→ **Problem statement**: The first line of the entries and each line after it, through the one that contains "0,100% 100%,50% 72%,0", are to be duplicated exactly; no picture belongs in the copy.

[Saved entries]
──────────

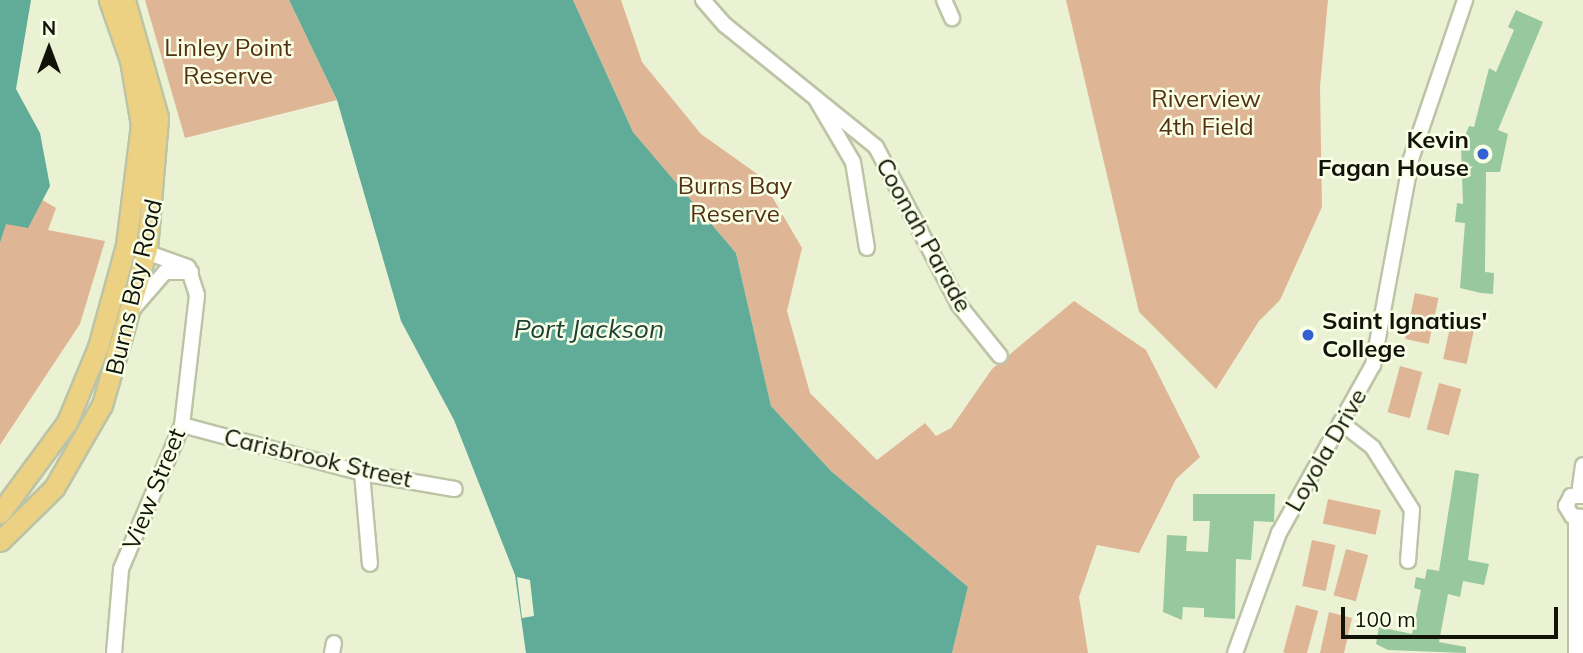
<!DOCTYPE html>
<style>
body{margin:0}
#map{position:relative;width:1583px;height:653px;overflow:hidden;background:#ebf2d4;font-family:Mulish,sans-serif}
div>[style]{position:absolute}
.green>*{inset:0;background:#deb696;transform-origin:0 0}
.water>*{inset:0;background:#61ab99}
.pier>*{inset:0;background:#ebf2d4}
.building>*{inset:0;background:#98c89d}
.roads{filter:drop-shadow(2px 0 #bdc4a6) drop-shadow(-2px 0 #bdc4a6) drop-shadow(0 2px #bdc4a6) drop-shadow(0 -2px #bdc4a6)}
.minor>*{height:14px;margin:-7px;padding:0 7px;transform-origin:7px;border-radius:7px;background:#fff}
.major>*{height:19px;margin:-9.5px;padding:0 9.5px;transform-origin:9.5px;border-radius:9.5px;background:#ecd183}
.dots>*{width:19px;height:19px;translate:-50% -50%;box-sizing:border-box;border:4px solid #f9ffe6;border-radius:50%}
span{translate:-50% -50%;white-space:nowrap;text-align:center;line-height:1.15;-webkit-text-stroke:5px #f9ffe6;paint-order:stroke}
.park-label{font-size:24px;color:#533113}
.poi-label{font-size:24px;color:#111309;font-weight:700}
.right{translate:-100% -50%;text-align:right}
.left{translate:0 -50%;text-align:left}
.street-label{font-size:24px;color:#111309}
.water-label{font-size:26px;color:#1c3f37;font-style:italic}
.north{position:absolute;left:14px;top:14px;width:70px;height:70px;-webkit-text-stroke:5px #f9ffe6;paint-order:stroke;rotate:0deg;font-size:19px;font-weight:700;line-height:28px;text-align:center;color:#111309}
.north::after{content:'';display:block;margin:auto;width:24px;height:32px;background:#111309;clip-path:polygon(50% 0,100% 100%,50% 72%,0 100%)}
.scale{position:absolute;left:1341px;top:607px;width:217px;height:32px;box-sizing:border-box;border:4px solid #111309;border-top:0;padding-left:9px;font-size:21px;line-height:24px;white-space:nowrap;color:#111309;-webkit-text-stroke:5px #f9ffe6;paint-order:stroke}
</style>
<div id="map">
<div class="green">
<i style="clip-path:polygon(145px 0,289px 0,337px 100px,185px 138px)"></i>
<i style="clip-path:polygon(573px 0,621px 0,642px 62px,701px 134px,760px 176px,802px 248px,787px 311px,810px 393px,877px 460px,925px 423px,936px 436px,951px 428px,992px 369px,1074px 301px,1146px 350px,1200px 457px,1176px 479px,1139px 553px,1097px 545px,1079px 597px,1088px 653px,952px 653px,968px 587px,831px 471px,771px 406px,736px 253px,633px 132px)"></i>
<i style="clip-path:polygon(1066px 0,1328px 0,1320px 87px,1322px 207px,1280px 300px,1259px 321px,1216px 389px,1139px 312px)"></i>
<i style="clip-path:polygon(17px 185px,56px 208px,48px 230px,105px 241px,80px 324px,0 445px,0 243px)"></i>
<i style="left:1415px;top:293px;width:24px;height:47px;rotate:12deg"></i>
<i style="left:1453px;top:313px;width:24px;height:47px;rotate:12deg"></i>
<i style="left:1400px;top:366px;width:23px;height:48px;rotate:15deg"></i>
<i style="left:1439px;top:383px;width:23px;height:48px;rotate:15deg"></i>
<i style="left:1328px;top:499px;width:54px;height:25px;rotate:12deg"></i>
<i style="left:1312px;top:540px;width:24px;height:47px;rotate:12deg"></i>
<i style="left:1346px;top:549px;width:23px;height:48px;rotate:15deg"></i>
<i style="left:1296px;top:605px;width:23px;height:49px;rotate:15deg"></i>
<i style="clip-path:polygon(1329px 612px,1352px 618px,1344px 653px,1320px 653px)"></i>
</div>
<div class="water">
<i style="clip-path:polygon(0 0,31px 0,16px 89px,40px 133px,50px 186px,28px 228px,6px 224px,0 243px)"></i>
<i style="clip-path:polygon(289px 0,573px 0,633px 132px,736px 253px,771px 406px,831px 471px,968px 587px,952px 653px,526px 653px,515px 575px,454px 420px,401px 321px,337px 100px)"></i>
</div>
<div class="pier">
<i style="clip-path:polygon(517px 577px,530px 580px,534px 616px,522px 618px)"></i>
</div>
<div class="building">
<i style="clip-path:polygon(1516px 10px,1543px 22px,1498px 130px,1508px 134px,1500px 172px,1486px 172px,1485px 272px,1494px 273px,1493px 294px,1481px 293px,1460px 288px,1465px 223px,1455px 222px,1457px 203px,1463px 204px,1461px 146px,1469px 126px,1474px 127px,1489px 68px,1496px 72px,1514px 30px,1508px 27px)"></i>
<i style="clip-path:polygon(1455px 470px,1479px 474px,1468px 560px,1489px 564px,1484px 585px,1463px 581px,1460px 597px,1448px 594px,1439px 642px,1466px 647px,1466px 653px,1388px 650px,1376px 644px,1379px 627px,1412px 634px,1421px 590px,1414px 588px,1416px 577px,1425px 579px,1427px 569px,1439px 571px)"></i>
<i style="clip-path:polygon(1193px 494px,1275px 494px,1274px 522px,1254px 521px,1251px 560px,1236px 559px,1235px 619px,1204px 617px,1204px 608px,1183px 607px,1182px 620px,1163px 612px,1167px 535px,1187px 536px,1186px 551px,1208px 552px,1210px 521px,1193px 521px)"></i>
</div>
<div class="roads">
<div class="minor">
<i style="left:703px;top:0;width:33px;rotate:49deg"></i>
<i style="left:725px;top:25px;width:194px;rotate:38.9deg"></i>
<i style="left:876px;top:147px;width:178px;rotate:62.3deg"></i>
<i style="left:959px;top:305px;width:65px;rotate:51.2deg"></i>
<i style="left:944px;top:0;width:20px;rotate:66deg"></i>
<i style="left:816px;top:99px;width:73px;rotate:59.6deg"></i>
<i style="left:853px;top:162px;width:87px;rotate:80.8deg"></i>
<i style="left:132px;top:310px;width:50px;rotate:-49deg"></i>
<i style="left:165px;top:272px;width:26px"></i>
<i style="left:182px;top:425px;width:186px;rotate:14.9deg"></i>
<i style="left:362px;top:473px;width:94px;rotate:9.8deg"></i>
<i style="left:1344px;top:425px;width:37px;rotate:38deg"></i>
<i style="left:1373px;top:448px;width:73px;rotate:57.8deg"></i>
<i style="left:1412px;top:510px;width:51px;rotate:94.5deg"></i>
<i style="left:362px;top:473px;width:91px;rotate:85deg"></i>
<i style="left:1579px;top:494px;width:29px;rotate:-82deg"></i>
<i style="left:1576px;top:517px;width:136px;rotate:90deg"></i>
<i style="left:1582px;top:517px;width:10px;rotate:-174deg"></i>
<i style="left:1572px;top:516px;width:12px;rotate:-121deg"></i>
<i style="left:1566px;top:506px;width:11px;rotate:-63deg"></i>
<i style="left:1571px;top:496px;width:12px"></i>
<i style="left:114px;top:653px;width:84px;rotate:-85.2deg"></i>
<i style="left:121px;top:569px;width:156px;rotate:-67deg"></i>
<i style="left:182px;top:425px;width:131px;rotate:-83.4deg"></i>
<i style="left:197px;top:295px;width:29px;rotate:-108deg"></i>
<i style="left:188px;top:267px;width:66px;rotate:-160.5deg"></i>
<i style="left:332px;top:653px;width:10px;rotate:-79deg"></i>
<i style="left:1235px;top:653px;width:128px;rotate:-69.9deg"></i>
<i style="left:1279px;top:533px;width:193px;rotate:-60.8deg"></i>
<i style="left:1373px;top:365px;width:209px;rotate:-79.5deg"></i>
<i style="left:1411px;top:159px;width:168px;rotate:-71.2deg"></i>
</div>
<div class="major">
<i style="left:0;top:513px;width:113px;rotate:-53.6deg"></i>
<i style="left:67px;top:422px;width:81px;rotate:-67.5deg"></i>
<i style="left:98px;top:347px;width:106px;rotate:-74.6deg"></i>
<i style="left:126px;top:245px;width:121px;rotate:-82.9deg"></i>
<i style="left:141px;top:125px;width:66px;rotate:-99.6deg"></i>
<i style="left:130px;top:60px;width:64px;rotate:-109.3deg"></i>
<i style="left:0;top:541px;width:76px;rotate:-44.5deg"></i>
<i style="left:54px;top:488px;width:96px;rotate:-60deg"></i>
<i style="left:102px;top:405px;width:162px;rotate:-73.9deg"></i>
<i style="left:147px;top:249px;width:132px;rotate:-85.2deg"></i>
<i style="left:158px;top:117px;width:122px;rotate:-105.8deg"></i>
</div>
</div>
<div class="dots">
<i style="left:1483px;top:154px;background:#3361d1"></i>
<i style="left:1308px;top:335px;background:#3361d1"></i>
</div>
<div class="park-label">
<span style="left:228px;top:62px">Linley Point<br>Reserve</span>
<span style="left:1206px;top:113px">Riverview<br>4th Field</span>
<span style="left:735px;top:200px">Burns Bay<br>Reserve</span>
</div>
<div class="poi-label">
<span class="right" style="left:1469px;top:154px">Kevin<br>Fagan House</span>
<span class="left" style="left:1322px;top:335px">Saint Ignatius'<br>College</span>
</div>
<div class="street-label">
<span style="left:924px;top:235px;rotate:61deg">Coonah Parade</span>
<span style="left:134px;top:287px;rotate:-77deg">Burns Bay Road</span>
<span style="left:1326px;top:450px;rotate:-60deg">Loyola Drive</span>
<span style="left:318px;top:458px;rotate:13deg">Carisbrook Street</span>
<span style="left:154px;top:489px;rotate:-68deg">View Street</span>
</div>
<div class="water-label">
<span style="left:589px;top:329px">Port Jackson</span>
</div>
<div class="north">N</div>
<div class="scale">100 m</div>
</div>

──────────

→ **Written response**:
<!DOCTYPE html>
<style>
body{margin:0}
#map{position:relative;width:1583px;height:653px;overflow:hidden;background:#ebf2d4;font-family:Mulish,sans-serif}
div>[style]{position:absolute}
.green>*{inset:0;background:#deb696;transform-origin:0 0}
.water>*{inset:0;background:#61ab99}
.pier>*{inset:0;background:#ebf2d4}
.building>*{inset:0;background:#98c89d}
.roads{filter:drop-shadow(2px 0 #bdc4a6) drop-shadow(-2px 0 #bdc4a6) drop-shadow(0 2px #bdc4a6) drop-shadow(0 -2px #bdc4a6)}
.minor>*{height:14px;margin:-7px;padding:0 7px;transform-origin:7px;border-radius:7px;background:#fff}
.major>*{height:19px;margin:-9.5px;padding:0 9.5px;transform-origin:9.5px;border-radius:9.5px;background:#ecd183}
.dots>*{width:19px;height:19px;translate:-50% -50%;box-sizing:border-box;border:4px solid #f9ffe6;border-radius:50%}
span{translate:-50% -50%;white-space:nowrap;text-align:center;line-height:1.15;-webkit-text-stroke:5px #f9ffe6;paint-order:stroke}
.park-label{font-size:24px;color:#533113}
.poi-label{font-size:24px;color:#111309;font-weight:700}
.right{translate:-100% -50%;text-align:right}
.left{translate:0 -50%;text-align:left}
.street-label{font-size:24px;color:#111309}
.water-label{font-size:26px;color:#1c3f37;font-style:italic}
.north{position:absolute;left:14px;top:14px;width:70px;height:70px;-webkit-text-stroke:5px #f9ffe6;paint-order:stroke;rotate:0deg;font-size:19px;font-weight:700;line-height:28px;text-align:center;color:#111309}
.north::after{content:'';display:block;margin:auto;width:24px;height:32px;background:#111309;clip-path:polygon(50% 0,100% 100%,50% 72%,0 100%)}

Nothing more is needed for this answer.